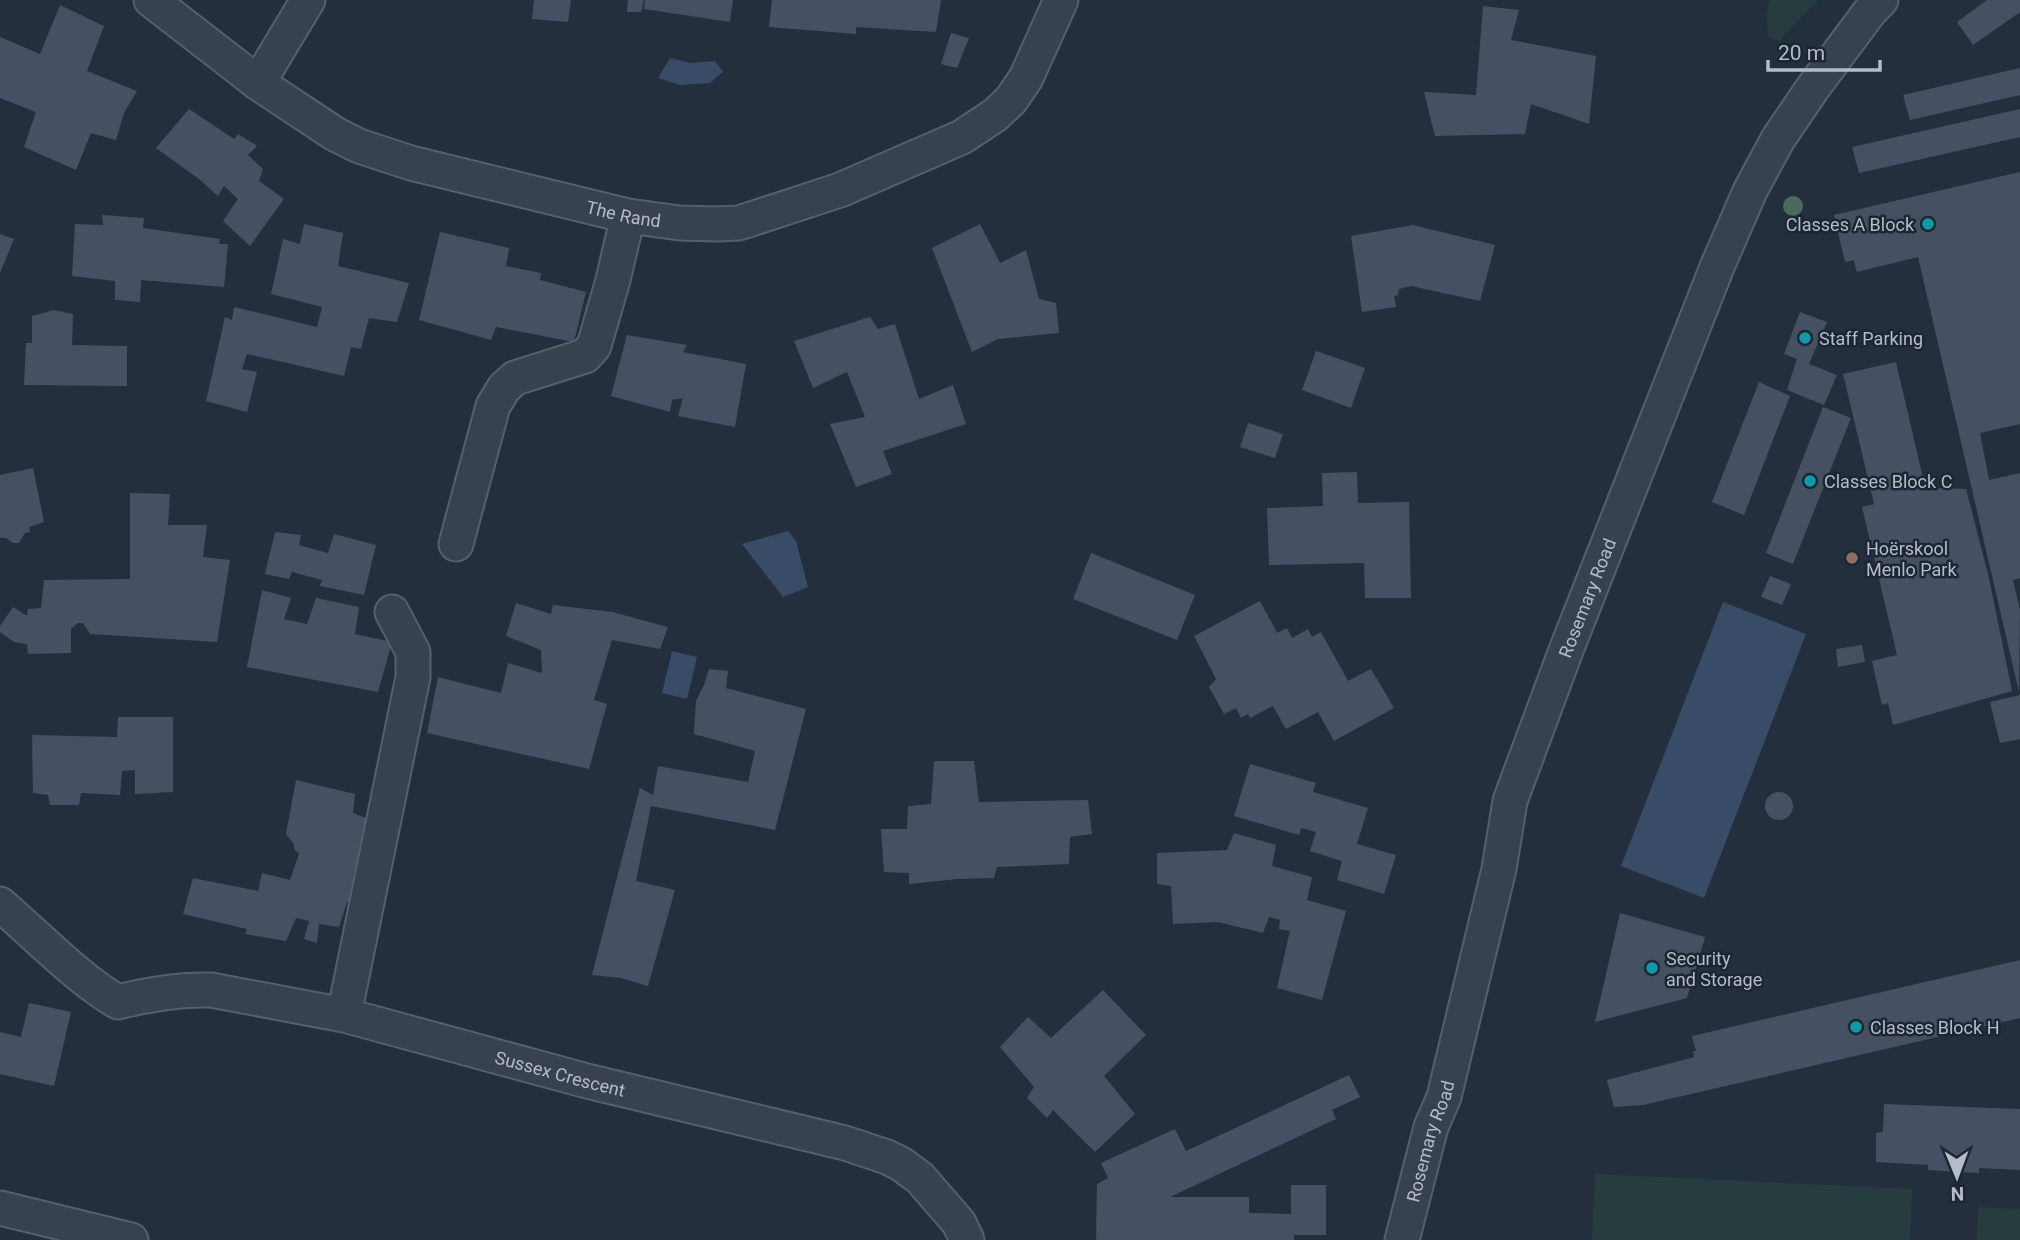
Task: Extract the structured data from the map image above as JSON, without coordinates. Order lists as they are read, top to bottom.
{
  "streets": {
    "street": ["The Rand", "Rosemary Road", "Sussex Crescent"]
  },
  "places": [
    "Classes A Block",
    "Staff Parking",
    "Classes Block C",
    "Hoërskool Menlo Park",
    "Security and Storage",
    "Classes Block H"
  ],
  "scale_bar": "20 m",
  "north": "bottom"
}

▶ Try it
What is needed is an exact reprint of every entry, pictures excluded.

▶ Task result
Task: Extract the structured data from the map image above as JSON, without coordinates. Order lists as they are read, top to bottom.
{
  "streets": {
    "street": ["The Rand", "Rosemary Road", "Sussex Crescent"]
  },
  "places": [
    "Classes A Block",
    "Staff Parking",
    "Classes Block C",
    "Hoërskool Menlo Park",
    "Security and Storage",
    "Classes Block H"
  ],
  "scale_bar": "20 m",
  "north": "bottom"
}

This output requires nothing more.